# Exercise details
Repeat the whole listing. Keep it exact.

# Data for processing
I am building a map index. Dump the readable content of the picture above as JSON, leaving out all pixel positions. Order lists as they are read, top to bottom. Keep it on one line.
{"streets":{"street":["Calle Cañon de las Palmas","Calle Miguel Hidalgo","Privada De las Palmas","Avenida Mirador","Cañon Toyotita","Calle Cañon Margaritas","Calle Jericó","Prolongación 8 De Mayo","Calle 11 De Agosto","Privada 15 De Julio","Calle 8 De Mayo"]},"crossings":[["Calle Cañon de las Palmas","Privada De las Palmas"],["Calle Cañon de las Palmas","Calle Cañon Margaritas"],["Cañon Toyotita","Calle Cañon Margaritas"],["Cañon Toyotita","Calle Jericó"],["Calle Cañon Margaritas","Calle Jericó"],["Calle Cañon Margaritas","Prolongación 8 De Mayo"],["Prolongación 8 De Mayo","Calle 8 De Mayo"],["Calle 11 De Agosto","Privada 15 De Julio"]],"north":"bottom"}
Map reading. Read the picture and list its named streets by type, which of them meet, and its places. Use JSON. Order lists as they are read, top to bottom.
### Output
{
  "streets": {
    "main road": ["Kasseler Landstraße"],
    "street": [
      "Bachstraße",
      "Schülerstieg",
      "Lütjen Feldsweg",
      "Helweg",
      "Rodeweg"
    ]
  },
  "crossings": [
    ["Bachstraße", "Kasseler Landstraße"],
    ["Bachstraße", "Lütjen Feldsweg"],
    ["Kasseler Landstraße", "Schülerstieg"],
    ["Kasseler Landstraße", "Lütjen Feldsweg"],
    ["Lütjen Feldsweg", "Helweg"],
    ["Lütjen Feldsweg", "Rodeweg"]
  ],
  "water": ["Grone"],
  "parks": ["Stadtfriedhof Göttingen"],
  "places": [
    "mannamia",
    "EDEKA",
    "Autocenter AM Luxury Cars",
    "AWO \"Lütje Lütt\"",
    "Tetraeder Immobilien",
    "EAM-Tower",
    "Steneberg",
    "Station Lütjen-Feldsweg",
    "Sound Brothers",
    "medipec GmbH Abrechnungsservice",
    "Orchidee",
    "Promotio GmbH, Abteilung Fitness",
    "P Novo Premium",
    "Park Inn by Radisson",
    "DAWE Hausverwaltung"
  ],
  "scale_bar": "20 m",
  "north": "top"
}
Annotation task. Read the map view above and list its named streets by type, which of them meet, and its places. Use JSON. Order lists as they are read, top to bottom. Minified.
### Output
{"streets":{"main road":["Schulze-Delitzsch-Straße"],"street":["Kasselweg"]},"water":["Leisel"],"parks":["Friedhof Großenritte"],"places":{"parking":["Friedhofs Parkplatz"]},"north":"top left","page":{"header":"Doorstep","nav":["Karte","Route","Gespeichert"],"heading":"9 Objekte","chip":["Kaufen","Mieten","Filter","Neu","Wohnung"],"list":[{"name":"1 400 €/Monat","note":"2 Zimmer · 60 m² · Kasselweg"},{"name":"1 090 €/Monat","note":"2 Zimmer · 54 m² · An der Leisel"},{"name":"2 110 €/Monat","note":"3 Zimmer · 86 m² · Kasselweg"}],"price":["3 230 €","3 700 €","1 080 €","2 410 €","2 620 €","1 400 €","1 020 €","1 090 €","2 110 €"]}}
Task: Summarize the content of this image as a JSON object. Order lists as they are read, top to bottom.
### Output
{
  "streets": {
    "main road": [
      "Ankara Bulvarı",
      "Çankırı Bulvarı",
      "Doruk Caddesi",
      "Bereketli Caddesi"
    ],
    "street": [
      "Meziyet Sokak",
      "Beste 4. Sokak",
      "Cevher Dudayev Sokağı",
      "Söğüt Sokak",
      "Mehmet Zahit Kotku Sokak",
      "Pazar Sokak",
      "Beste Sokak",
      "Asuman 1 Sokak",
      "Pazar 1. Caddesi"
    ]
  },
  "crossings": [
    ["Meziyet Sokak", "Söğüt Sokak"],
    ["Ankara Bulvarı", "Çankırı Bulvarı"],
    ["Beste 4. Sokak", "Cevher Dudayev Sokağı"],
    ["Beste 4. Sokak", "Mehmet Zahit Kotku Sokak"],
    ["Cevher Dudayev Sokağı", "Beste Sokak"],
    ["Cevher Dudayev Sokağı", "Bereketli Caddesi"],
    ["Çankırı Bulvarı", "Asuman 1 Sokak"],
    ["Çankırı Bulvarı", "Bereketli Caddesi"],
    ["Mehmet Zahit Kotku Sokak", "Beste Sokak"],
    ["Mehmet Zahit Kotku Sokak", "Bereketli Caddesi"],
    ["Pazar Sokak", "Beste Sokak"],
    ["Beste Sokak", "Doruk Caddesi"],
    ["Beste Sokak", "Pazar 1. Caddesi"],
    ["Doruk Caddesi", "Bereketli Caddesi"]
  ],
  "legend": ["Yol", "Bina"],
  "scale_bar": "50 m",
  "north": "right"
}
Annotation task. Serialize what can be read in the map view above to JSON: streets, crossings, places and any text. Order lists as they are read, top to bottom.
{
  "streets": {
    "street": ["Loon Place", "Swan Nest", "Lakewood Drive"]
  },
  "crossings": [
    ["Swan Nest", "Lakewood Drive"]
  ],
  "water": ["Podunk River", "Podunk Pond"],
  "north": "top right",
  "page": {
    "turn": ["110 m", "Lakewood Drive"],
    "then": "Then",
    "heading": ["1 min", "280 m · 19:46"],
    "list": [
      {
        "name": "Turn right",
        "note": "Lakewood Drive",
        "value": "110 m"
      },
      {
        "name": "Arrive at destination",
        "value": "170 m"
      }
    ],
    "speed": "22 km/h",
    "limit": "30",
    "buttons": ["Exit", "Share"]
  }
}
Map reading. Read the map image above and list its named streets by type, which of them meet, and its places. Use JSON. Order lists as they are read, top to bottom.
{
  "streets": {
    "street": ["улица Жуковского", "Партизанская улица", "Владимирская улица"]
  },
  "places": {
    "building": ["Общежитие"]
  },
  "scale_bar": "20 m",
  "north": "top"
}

# Answer section
I am building a map index. Dump the readable content of the picture above as JSON, leaving out all pixel positions. Order lists as they are read, top to bottom. Keep it on one line.
{"streets":{"street":["Calle Cañon de las Palmas","Calle Miguel Hidalgo","Privada De las Palmas","Avenida Mirador","Cañon Toyotita","Calle Cañon Margaritas","Calle Jericó","Prolongación 8 De Mayo","Calle 11 De Agosto","Privada 15 De Julio","Calle 8 De Mayo"]},"crossings":[["Calle Cañon de las Palmas","Privada De las Palmas"],["Calle Cañon de las Palmas","Calle Cañon Margaritas"],["Cañon Toyotita","Calle Cañon Margaritas"],["Cañon Toyotita","Calle Jericó"],["Calle Cañon Margaritas","Calle Jericó"],["Calle Cañon Margaritas","Prolongación 8 De Mayo"],["Prolongación 8 De Mayo","Calle 8 De Mayo"],["Calle 11 De Agosto","Privada 15 De Julio"]],"north":"bottom"}
Map reading. Read the picture and list its named streets by type, which of them meet, and its places. Use JSON. Order lists as they are read, top to bottom.
### Output
{
  "streets": {
    "main road": ["Kasseler Landstraße"],
    "street": [
      "Bachstraße",
      "Schülerstieg",
      "Lütjen Feldsweg",
      "Helweg",
      "Rodeweg"
    ]
  },
  "crossings": [
    ["Bachstraße", "Kasseler Landstraße"],
    ["Bachstraße", "Lütjen Feldsweg"],
    ["Kasseler Landstraße", "Schülerstieg"],
    ["Kasseler Landstraße", "Lütjen Feldsweg"],
    ["Lütjen Feldsweg", "Helweg"],
    ["Lütjen Feldsweg", "Rodeweg"]
  ],
  "water": ["Grone"],
  "parks": ["Stadtfriedhof Göttingen"],
  "places": [
    "mannamia",
    "EDEKA",
    "Autocenter AM Luxury Cars",
    "AWO \"Lütje Lütt\"",
    "Tetraeder Immobilien",
    "EAM-Tower",
    "Steneberg",
    "Station Lütjen-Feldsweg",
    "Sound Brothers",
    "medipec GmbH Abrechnungsservice",
    "Orchidee",
    "Promotio GmbH, Abteilung Fitness",
    "P Novo Premium",
    "Park Inn by Radisson",
    "DAWE Hausverwaltung"
  ],
  "scale_bar": "20 m",
  "north": "top"
}
Annotation task. Read the map view above and list its named streets by type, which of them meet, and its places. Use JSON. Order lists as they are read, top to bottom. Minified.
### Output
{"streets":{"main road":["Schulze-Delitzsch-Straße"],"street":["Kasselweg"]},"water":["Leisel"],"parks":["Friedhof Großenritte"],"places":{"parking":["Friedhofs Parkplatz"]},"north":"top left","page":{"header":"Doorstep","nav":["Karte","Route","Gespeichert"],"heading":"9 Objekte","chip":["Kaufen","Mieten","Filter","Neu","Wohnung"],"list":[{"name":"1 400 €/Monat","note":"2 Zimmer · 60 m² · Kasselweg"},{"name":"1 090 €/Monat","note":"2 Zimmer · 54 m² · An der Leisel"},{"name":"2 110 €/Monat","note":"3 Zimmer · 86 m² · Kasselweg"}],"price":["3 230 €","3 700 €","1 080 €","2 410 €","2 620 €","1 400 €","1 020 €","1 090 €","2 110 €"]}}
Task: Summarize the content of this image as a JSON object. Order lists as they are read, top to bottom.
### Output
{
  "streets": {
    "main road": [
      "Ankara Bulvarı",
      "Çankırı Bulvarı",
      "Doruk Caddesi",
      "Bereketli Caddesi"
    ],
    "street": [
      "Meziyet Sokak",
      "Beste 4. Sokak",
      "Cevher Dudayev Sokağı",
      "Söğüt Sokak",
      "Mehmet Zahit Kotku Sokak",
      "Pazar Sokak",
      "Beste Sokak",
      "Asuman 1 Sokak",
      "Pazar 1. Caddesi"
    ]
  },
  "crossings": [
    ["Meziyet Sokak", "Söğüt Sokak"],
    ["Ankara Bulvarı", "Çankırı Bulvarı"],
    ["Beste 4. Sokak", "Cevher Dudayev Sokağı"],
    ["Beste 4. Sokak", "Mehmet Zahit Kotku Sokak"],
    ["Cevher Dudayev Sokağı", "Beste Sokak"],
    ["Cevher Dudayev Sokağı", "Bereketli Caddesi"],
    ["Çankırı Bulvarı", "Asuman 1 Sokak"],
    ["Çankırı Bulvarı", "Bereketli Caddesi"],
    ["Mehmet Zahit Kotku Sokak", "Beste Sokak"],
    ["Mehmet Zahit Kotku Sokak", "Bereketli Caddesi"],
    ["Pazar Sokak", "Beste Sokak"],
    ["Beste Sokak", "Doruk Caddesi"],
    ["Beste Sokak", "Pazar 1. Caddesi"],
    ["Doruk Caddesi", "Bereketli Caddesi"]
  ],
  "legend": ["Yol", "Bina"],
  "scale_bar": "50 m",
  "north": "right"
}
Annotation task. Serialize what can be read in the map view above to JSON: streets, crossings, places and any text. Order lists as they are read, top to bottom.
{
  "streets": {
    "street": ["Loon Place", "Swan Nest", "Lakewood Drive"]
  },
  "crossings": [
    ["Swan Nest", "Lakewood Drive"]
  ],
  "water": ["Podunk River", "Podunk Pond"],
  "north": "top right",
  "page": {
    "turn": ["110 m", "Lakewood Drive"],
    "then": "Then",
    "heading": ["1 min", "280 m · 19:46"],
    "list": [
      {
        "name": "Turn right",
        "note": "Lakewood Drive",
        "value": "110 m"
      },
      {
        "name": "Arrive at destination",
        "value": "170 m"
      }
    ],
    "speed": "22 km/h",
    "limit": "30",
    "buttons": ["Exit", "Share"]
  }
}
Map reading. Read the map image above and list its named streets by type, which of them meet, and its places. Use JSON. Order lists as they are read, top to bottom.
{
  "streets": {
    "street": ["улица Жуковского", "Партизанская улица", "Владимирская улица"]
  },
  "places": {
    "building": ["Общежитие"]
  },
  "scale_bar": "20 m",
  "north": "top"
}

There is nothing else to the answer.